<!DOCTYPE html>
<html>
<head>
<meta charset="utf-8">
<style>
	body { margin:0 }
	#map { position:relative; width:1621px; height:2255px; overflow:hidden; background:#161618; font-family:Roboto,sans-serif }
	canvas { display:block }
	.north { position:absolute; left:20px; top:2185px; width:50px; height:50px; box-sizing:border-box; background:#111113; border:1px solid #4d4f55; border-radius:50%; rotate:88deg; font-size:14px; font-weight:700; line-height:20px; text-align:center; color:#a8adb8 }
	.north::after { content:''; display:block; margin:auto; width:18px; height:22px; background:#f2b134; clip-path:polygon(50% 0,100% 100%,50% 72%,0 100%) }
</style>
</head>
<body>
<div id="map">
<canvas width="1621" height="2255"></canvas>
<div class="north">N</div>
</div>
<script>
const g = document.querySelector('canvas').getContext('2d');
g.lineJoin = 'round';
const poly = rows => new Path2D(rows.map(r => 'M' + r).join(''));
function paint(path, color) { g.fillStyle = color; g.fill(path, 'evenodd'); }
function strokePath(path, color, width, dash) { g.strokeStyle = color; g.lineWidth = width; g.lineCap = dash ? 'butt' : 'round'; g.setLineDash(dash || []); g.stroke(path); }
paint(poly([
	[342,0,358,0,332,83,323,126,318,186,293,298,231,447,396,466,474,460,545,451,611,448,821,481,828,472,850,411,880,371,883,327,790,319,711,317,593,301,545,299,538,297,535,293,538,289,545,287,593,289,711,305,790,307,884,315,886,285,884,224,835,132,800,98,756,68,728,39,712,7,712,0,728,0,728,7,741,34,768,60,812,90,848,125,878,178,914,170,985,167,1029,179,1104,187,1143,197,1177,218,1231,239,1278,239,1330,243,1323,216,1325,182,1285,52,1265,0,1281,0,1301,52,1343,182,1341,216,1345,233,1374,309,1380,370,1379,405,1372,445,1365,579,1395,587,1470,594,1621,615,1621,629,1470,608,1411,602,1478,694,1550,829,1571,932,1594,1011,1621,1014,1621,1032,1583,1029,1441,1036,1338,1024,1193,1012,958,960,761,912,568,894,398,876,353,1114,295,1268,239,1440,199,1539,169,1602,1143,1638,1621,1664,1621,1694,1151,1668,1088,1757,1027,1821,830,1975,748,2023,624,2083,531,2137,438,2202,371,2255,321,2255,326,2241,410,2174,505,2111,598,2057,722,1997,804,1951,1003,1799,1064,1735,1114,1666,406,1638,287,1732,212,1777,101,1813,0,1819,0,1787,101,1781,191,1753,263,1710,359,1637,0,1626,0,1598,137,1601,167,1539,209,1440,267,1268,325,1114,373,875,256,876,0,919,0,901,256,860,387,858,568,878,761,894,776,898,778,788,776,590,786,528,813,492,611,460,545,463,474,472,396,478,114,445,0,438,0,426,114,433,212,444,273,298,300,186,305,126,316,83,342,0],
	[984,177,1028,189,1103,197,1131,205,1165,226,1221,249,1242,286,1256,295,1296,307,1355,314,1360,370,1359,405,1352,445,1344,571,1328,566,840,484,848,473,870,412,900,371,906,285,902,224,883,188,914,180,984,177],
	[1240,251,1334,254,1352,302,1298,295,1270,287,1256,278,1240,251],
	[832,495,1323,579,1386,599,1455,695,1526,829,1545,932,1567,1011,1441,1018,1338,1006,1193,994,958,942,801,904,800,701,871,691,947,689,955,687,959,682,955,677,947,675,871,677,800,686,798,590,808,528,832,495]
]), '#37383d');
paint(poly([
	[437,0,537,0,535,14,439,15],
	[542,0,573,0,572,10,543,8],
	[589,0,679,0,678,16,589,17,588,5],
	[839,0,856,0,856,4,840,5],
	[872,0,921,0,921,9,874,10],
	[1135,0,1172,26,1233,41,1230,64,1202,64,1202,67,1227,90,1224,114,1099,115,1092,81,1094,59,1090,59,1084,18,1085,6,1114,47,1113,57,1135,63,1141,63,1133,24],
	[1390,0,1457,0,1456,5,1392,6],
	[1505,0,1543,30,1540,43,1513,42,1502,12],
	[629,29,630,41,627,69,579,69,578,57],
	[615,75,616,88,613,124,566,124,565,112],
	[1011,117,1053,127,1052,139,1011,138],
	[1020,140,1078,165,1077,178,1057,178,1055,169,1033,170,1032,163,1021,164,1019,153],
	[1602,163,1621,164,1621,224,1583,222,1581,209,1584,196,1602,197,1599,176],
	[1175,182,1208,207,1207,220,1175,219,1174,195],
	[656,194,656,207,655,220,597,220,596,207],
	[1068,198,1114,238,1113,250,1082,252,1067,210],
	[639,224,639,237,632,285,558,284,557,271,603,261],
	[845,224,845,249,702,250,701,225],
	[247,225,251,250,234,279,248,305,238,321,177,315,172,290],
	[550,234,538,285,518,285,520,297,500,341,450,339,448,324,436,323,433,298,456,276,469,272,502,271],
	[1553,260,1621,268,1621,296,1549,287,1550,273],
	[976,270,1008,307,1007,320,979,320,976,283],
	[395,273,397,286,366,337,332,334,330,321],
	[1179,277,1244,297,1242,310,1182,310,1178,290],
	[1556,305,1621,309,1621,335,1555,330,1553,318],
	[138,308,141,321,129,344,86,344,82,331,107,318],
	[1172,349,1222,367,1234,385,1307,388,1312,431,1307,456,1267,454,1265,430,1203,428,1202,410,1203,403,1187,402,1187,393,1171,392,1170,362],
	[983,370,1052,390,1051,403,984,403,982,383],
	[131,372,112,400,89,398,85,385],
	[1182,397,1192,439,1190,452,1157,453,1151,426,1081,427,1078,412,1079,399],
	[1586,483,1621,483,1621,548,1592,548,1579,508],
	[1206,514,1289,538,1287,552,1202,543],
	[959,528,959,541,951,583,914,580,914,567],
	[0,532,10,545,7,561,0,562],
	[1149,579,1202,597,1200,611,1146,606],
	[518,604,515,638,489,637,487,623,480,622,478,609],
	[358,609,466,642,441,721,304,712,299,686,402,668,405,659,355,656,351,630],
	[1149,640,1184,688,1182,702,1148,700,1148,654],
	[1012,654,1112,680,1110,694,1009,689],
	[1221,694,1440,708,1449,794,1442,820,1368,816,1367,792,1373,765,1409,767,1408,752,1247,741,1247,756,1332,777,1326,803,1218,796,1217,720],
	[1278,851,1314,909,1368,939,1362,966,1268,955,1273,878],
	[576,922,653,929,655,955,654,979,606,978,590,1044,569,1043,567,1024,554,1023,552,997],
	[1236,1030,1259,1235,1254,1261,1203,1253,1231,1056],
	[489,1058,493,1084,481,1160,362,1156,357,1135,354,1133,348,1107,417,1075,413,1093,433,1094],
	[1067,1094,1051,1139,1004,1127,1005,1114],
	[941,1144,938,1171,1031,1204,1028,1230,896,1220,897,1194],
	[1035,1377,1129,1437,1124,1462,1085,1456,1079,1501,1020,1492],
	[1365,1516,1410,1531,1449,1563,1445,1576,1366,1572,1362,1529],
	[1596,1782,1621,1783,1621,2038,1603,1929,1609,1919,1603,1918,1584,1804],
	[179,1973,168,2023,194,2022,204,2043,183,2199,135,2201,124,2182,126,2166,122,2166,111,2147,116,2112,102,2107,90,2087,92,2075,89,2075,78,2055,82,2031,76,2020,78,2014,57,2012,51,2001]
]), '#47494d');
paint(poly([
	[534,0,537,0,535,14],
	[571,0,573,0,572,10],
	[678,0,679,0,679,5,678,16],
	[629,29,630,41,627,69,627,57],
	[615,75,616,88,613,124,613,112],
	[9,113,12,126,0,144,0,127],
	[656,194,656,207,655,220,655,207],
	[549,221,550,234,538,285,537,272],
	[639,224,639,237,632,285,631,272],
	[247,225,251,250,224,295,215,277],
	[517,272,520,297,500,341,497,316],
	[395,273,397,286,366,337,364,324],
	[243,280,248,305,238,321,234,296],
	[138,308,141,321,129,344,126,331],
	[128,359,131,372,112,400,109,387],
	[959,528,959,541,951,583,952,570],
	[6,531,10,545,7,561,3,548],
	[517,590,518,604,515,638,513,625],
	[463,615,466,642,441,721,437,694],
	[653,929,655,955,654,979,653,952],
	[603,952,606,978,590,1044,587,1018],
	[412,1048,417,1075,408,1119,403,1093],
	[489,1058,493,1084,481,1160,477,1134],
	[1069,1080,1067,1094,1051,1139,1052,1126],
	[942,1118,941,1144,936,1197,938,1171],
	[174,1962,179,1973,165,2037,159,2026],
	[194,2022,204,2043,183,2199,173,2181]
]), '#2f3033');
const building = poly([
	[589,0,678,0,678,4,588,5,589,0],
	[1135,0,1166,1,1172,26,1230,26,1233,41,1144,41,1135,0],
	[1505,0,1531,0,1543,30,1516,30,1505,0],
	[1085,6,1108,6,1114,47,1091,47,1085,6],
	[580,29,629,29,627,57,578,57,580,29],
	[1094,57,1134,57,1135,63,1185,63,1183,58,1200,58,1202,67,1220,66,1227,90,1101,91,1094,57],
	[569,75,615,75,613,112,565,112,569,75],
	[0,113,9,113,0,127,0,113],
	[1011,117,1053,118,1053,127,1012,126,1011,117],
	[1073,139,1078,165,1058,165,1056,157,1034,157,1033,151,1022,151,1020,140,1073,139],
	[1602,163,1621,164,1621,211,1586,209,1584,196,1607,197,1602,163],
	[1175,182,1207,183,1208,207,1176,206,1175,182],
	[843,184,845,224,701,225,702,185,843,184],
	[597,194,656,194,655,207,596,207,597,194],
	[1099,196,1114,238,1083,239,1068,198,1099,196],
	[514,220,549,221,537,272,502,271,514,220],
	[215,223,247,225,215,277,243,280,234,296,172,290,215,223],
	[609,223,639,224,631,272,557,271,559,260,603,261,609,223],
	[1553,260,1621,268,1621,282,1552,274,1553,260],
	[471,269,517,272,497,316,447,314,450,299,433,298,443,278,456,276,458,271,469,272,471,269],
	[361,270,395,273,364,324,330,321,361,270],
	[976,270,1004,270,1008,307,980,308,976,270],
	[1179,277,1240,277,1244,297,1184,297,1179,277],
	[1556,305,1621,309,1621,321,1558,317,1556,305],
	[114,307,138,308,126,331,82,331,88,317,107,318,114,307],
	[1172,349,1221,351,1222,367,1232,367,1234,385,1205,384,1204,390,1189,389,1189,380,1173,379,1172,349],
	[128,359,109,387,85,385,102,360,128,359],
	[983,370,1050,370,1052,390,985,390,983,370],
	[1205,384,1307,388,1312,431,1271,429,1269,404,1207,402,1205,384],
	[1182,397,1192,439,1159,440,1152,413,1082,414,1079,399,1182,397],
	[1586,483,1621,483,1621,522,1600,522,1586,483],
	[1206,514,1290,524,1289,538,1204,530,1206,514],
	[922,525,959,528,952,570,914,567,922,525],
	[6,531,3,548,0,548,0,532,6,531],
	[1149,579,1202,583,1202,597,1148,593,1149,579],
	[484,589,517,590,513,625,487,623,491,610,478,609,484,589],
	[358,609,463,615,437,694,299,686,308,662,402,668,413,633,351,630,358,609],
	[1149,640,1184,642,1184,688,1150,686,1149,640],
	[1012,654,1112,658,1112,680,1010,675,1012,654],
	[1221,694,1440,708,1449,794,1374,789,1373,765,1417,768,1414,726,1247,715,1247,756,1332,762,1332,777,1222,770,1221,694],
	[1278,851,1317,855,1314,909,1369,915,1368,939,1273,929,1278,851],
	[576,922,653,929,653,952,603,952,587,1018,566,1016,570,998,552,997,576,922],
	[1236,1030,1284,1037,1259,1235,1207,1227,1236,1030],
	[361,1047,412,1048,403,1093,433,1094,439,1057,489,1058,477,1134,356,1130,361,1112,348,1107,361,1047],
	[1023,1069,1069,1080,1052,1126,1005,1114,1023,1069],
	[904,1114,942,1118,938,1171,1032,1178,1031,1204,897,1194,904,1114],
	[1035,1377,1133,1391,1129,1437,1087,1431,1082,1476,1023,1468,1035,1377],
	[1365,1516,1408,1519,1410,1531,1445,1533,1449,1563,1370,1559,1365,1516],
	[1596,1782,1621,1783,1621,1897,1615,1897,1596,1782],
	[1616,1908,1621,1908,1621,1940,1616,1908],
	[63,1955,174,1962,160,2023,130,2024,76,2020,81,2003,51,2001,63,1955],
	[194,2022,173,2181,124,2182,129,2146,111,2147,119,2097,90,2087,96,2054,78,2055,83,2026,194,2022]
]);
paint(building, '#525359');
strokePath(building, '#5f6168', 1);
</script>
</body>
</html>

☆ ☆ ☆

The answer must hold exactly the lines of the entries above, from the first line through the line that contains "function paint(path, color)", and no others.

<!DOCTYPE html>
<html>
<head>
<meta charset="utf-8">
<style>
	body { margin:0 }
	#map { position:relative; width:1621px; height:2255px; overflow:hidden; background:#161618; font-family:Roboto,sans-serif }
	canvas { display:block }
	.north { position:absolute; left:20px; top:2185px; width:50px; height:50px; box-sizing:border-box; background:#111113; border:1px solid #4d4f55; border-radius:50%; rotate:88deg; font-size:14px; font-weight:700; line-height:20px; text-align:center; color:#a8adb8 }
	.north::after { content:''; display:block; margin:auto; width:18px; height:22px; background:#f2b134; clip-path:polygon(50% 0,100% 100%,50% 72%,0 100%) }
</style>
</head>
<body>
<div id="map">
<canvas width="1621" height="2255"></canvas>
<div class="north">N</div>
</div>
<script>
const g = document.querySelector('canvas').getContext('2d');
g.lineJoin = 'round';
const poly = rows => new Path2D(rows.map(r => 'M' + r).join(''));
function paint(path, color) { g.fillStyle = color; g.fill(path, 'evenodd'); }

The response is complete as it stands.